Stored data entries
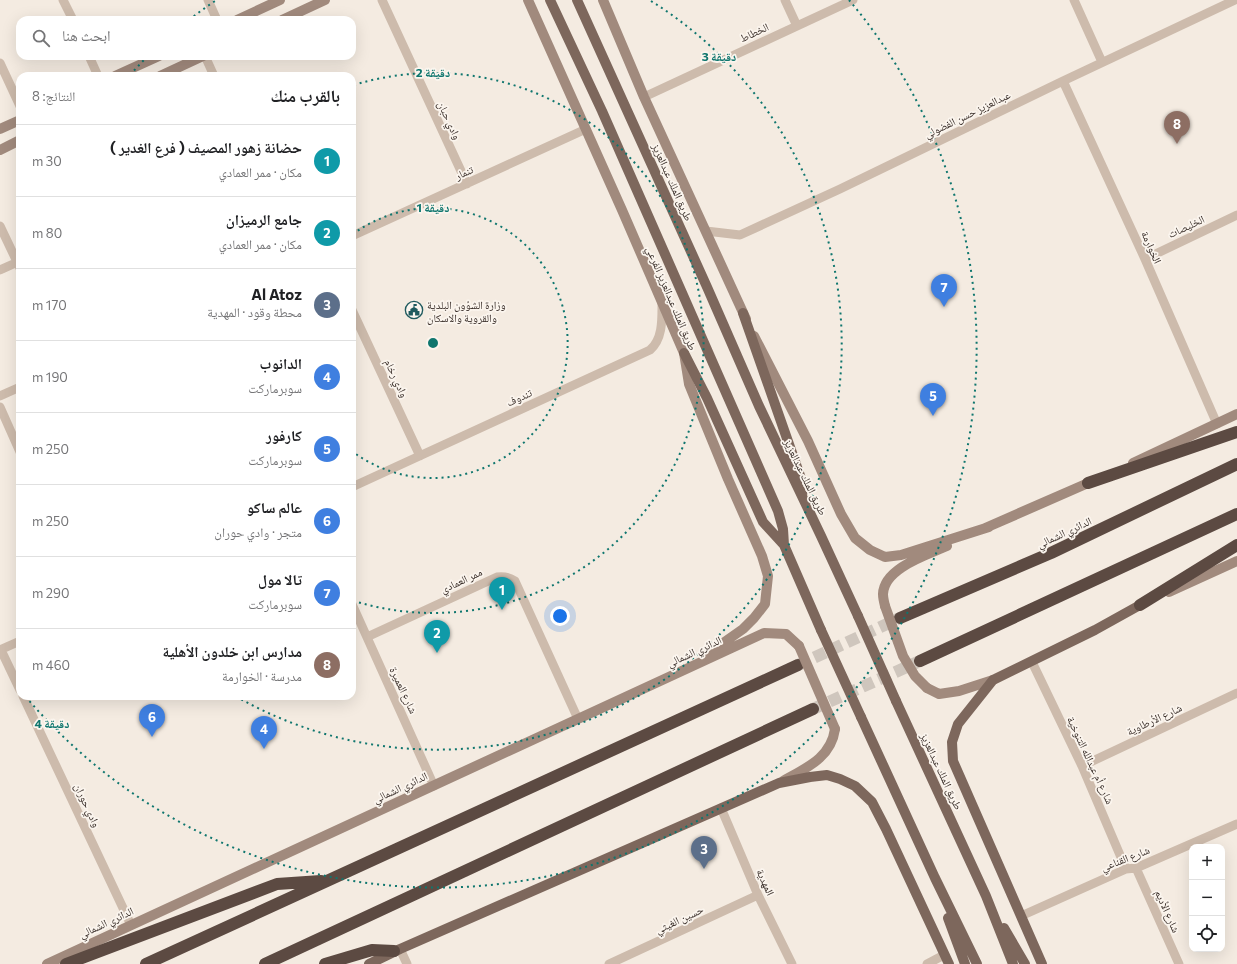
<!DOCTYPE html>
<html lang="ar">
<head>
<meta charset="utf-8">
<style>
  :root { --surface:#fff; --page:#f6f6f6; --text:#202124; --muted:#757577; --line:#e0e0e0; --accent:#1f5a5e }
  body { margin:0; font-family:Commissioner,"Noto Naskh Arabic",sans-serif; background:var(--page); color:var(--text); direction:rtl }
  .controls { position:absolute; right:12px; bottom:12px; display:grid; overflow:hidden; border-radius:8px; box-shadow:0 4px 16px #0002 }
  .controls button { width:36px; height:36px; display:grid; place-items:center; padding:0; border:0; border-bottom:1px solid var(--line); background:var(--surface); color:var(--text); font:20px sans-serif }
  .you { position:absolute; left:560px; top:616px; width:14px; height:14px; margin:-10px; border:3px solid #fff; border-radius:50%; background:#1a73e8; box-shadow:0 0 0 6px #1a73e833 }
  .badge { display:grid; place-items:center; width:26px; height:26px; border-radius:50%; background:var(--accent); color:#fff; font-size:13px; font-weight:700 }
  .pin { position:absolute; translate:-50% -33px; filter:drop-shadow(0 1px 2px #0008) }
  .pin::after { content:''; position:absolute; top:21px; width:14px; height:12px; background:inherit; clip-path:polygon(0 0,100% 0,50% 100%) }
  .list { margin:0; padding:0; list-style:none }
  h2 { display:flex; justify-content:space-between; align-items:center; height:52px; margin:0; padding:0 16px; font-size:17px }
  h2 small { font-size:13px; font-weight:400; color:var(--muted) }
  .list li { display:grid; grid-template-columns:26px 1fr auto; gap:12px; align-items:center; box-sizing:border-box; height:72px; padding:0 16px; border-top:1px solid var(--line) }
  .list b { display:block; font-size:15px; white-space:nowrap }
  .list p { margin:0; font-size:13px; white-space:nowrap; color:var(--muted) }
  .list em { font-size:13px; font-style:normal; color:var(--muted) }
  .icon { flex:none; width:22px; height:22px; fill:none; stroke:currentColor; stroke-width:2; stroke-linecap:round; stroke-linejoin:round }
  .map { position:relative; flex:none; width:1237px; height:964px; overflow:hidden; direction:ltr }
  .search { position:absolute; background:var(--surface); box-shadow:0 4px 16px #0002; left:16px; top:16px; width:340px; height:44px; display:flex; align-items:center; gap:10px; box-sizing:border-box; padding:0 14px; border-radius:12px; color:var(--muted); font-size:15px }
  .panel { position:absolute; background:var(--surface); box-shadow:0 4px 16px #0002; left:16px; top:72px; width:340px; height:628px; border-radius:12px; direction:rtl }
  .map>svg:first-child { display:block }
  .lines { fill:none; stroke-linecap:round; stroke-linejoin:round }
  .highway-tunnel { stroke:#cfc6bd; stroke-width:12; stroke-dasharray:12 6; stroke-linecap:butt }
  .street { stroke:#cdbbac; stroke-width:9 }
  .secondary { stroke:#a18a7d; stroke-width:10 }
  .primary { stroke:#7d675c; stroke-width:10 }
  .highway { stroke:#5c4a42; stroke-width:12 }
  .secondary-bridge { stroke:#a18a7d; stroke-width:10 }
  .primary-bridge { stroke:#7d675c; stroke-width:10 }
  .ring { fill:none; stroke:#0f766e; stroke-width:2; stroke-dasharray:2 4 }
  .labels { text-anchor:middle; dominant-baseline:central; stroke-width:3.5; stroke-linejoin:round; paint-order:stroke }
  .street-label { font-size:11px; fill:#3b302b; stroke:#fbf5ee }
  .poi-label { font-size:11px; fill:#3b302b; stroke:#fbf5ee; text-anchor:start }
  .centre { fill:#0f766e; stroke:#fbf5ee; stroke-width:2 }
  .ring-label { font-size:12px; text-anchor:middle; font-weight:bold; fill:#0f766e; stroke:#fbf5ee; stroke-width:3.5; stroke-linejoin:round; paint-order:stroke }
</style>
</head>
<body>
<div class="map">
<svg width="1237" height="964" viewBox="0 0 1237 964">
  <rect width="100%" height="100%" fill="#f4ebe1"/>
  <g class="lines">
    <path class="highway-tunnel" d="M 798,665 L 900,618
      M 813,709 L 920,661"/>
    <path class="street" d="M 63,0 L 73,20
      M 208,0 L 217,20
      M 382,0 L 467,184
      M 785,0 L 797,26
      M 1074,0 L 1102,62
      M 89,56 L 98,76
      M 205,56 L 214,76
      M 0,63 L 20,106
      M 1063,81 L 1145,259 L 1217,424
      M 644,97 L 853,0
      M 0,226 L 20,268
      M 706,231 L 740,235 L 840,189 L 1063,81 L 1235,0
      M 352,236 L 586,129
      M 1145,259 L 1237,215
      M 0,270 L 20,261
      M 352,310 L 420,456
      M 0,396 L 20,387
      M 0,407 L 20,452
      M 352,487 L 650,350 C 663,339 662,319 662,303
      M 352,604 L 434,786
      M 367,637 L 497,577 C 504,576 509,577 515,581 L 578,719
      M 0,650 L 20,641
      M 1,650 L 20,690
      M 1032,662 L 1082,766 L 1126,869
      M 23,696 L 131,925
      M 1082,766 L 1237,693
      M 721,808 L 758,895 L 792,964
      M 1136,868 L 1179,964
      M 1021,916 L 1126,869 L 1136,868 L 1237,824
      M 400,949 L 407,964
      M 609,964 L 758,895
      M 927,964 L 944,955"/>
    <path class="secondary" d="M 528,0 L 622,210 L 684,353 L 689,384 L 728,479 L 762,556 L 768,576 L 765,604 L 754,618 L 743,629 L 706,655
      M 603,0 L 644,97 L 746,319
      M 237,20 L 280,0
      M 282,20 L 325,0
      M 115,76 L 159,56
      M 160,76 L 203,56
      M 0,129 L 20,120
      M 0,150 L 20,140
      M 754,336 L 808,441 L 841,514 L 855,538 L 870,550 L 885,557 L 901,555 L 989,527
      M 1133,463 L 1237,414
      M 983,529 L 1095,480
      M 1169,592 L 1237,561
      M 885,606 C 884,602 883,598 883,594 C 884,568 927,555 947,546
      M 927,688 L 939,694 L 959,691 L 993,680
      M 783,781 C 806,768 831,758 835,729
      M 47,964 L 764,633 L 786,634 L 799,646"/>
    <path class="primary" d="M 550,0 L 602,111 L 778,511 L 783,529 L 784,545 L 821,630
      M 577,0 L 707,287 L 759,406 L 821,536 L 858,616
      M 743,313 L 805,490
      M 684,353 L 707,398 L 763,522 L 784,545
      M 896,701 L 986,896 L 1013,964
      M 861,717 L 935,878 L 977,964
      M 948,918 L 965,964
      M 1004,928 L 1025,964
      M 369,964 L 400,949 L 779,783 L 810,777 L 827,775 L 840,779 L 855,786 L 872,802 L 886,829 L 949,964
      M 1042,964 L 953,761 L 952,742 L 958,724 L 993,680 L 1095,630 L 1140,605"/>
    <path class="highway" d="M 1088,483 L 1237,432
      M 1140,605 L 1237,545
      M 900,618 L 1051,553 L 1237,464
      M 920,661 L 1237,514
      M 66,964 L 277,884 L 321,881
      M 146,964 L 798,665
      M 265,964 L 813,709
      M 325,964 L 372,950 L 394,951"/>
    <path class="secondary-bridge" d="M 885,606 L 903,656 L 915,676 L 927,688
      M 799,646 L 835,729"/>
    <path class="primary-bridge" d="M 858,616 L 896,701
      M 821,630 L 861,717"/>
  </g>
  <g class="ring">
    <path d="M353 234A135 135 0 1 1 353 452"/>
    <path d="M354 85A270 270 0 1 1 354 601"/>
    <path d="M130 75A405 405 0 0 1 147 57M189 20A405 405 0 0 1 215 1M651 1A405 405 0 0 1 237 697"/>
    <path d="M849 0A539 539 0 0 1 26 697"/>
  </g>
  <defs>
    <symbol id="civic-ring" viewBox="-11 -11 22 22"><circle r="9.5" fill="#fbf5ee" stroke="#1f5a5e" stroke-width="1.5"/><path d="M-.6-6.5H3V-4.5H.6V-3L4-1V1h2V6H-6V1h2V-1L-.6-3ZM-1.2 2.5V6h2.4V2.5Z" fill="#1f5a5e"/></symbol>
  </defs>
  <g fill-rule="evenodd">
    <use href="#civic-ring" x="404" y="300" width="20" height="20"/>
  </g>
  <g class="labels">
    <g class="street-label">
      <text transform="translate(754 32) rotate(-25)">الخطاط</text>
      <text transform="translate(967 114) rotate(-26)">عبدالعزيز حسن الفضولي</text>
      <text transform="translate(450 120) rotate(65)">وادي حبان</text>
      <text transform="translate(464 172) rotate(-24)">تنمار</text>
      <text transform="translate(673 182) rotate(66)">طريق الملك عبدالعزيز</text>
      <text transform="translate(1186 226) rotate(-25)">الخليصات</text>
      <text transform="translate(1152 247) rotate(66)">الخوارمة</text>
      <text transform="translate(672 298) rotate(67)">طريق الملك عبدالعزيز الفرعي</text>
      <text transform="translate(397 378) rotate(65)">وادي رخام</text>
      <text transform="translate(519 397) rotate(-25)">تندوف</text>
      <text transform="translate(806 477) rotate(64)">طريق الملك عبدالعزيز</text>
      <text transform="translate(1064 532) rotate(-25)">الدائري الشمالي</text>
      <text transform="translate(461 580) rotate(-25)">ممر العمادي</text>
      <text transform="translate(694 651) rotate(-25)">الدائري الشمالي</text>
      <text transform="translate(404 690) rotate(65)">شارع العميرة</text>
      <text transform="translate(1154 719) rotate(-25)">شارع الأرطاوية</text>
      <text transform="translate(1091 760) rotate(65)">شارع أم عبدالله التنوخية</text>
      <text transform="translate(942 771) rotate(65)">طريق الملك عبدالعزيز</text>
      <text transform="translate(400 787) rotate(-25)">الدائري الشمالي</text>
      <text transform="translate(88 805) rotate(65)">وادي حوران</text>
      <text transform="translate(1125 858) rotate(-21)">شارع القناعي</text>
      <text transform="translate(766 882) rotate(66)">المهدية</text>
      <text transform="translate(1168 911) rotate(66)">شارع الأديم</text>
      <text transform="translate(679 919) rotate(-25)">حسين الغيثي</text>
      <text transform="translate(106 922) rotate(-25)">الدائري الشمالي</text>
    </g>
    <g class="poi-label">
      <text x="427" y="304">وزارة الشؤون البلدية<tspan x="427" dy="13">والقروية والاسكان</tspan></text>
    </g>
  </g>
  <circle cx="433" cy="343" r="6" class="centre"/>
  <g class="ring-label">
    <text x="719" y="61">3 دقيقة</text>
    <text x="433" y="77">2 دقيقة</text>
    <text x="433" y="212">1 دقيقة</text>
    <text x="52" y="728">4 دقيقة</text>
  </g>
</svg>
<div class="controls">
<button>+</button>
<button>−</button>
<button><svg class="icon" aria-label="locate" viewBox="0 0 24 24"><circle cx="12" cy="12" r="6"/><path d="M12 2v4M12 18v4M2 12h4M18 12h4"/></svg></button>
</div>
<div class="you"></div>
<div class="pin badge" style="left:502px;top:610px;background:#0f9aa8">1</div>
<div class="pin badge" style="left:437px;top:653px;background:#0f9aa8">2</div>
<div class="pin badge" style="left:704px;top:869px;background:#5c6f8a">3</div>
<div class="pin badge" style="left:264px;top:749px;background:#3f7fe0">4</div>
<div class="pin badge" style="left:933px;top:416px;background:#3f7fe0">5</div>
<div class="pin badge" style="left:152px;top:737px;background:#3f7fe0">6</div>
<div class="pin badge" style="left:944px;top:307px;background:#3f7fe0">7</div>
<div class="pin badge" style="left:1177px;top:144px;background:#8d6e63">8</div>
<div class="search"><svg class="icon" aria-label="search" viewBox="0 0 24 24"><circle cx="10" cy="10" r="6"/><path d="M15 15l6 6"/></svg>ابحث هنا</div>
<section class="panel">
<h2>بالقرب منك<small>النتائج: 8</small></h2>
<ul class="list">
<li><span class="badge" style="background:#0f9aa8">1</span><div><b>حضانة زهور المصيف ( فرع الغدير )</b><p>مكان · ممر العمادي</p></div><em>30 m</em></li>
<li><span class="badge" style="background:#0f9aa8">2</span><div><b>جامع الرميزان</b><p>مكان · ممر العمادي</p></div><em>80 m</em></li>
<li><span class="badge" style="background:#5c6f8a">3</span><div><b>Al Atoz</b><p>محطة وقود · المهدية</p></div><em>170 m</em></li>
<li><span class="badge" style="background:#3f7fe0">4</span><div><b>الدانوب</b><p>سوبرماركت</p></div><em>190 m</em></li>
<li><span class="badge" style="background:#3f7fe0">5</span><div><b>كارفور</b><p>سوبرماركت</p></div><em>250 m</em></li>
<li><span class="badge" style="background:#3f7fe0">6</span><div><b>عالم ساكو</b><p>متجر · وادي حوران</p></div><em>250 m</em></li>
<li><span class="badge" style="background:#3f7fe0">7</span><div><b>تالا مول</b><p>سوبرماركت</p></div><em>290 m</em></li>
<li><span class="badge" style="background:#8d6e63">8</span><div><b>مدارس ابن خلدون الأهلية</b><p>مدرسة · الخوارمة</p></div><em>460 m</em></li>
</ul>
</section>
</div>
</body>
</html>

→ EXERCISE AIM:
Print exactly the lines from the first line of the records above through the line containing "position:absolute; right:12px; bottom:12px;", leaving out the pictures.

→ WRITTEN ANSWER:
<!DOCTYPE html>
<html lang="ar">
<head>
<meta charset="utf-8">
<style>
  :root { --surface:#fff; --page:#f6f6f6; --text:#202124; --muted:#757577; --line:#e0e0e0; --accent:#1f5a5e }
  body { margin:0; font-family:Commissioner,"Noto Naskh Arabic",sans-serif; background:var(--page); color:var(--text); direction:rtl }
  .controls { position:absolute; right:12px; bottom:12px; display:grid; overflow:hidden; border-radius:8px; box-shadow:0 4px 16px #0002 }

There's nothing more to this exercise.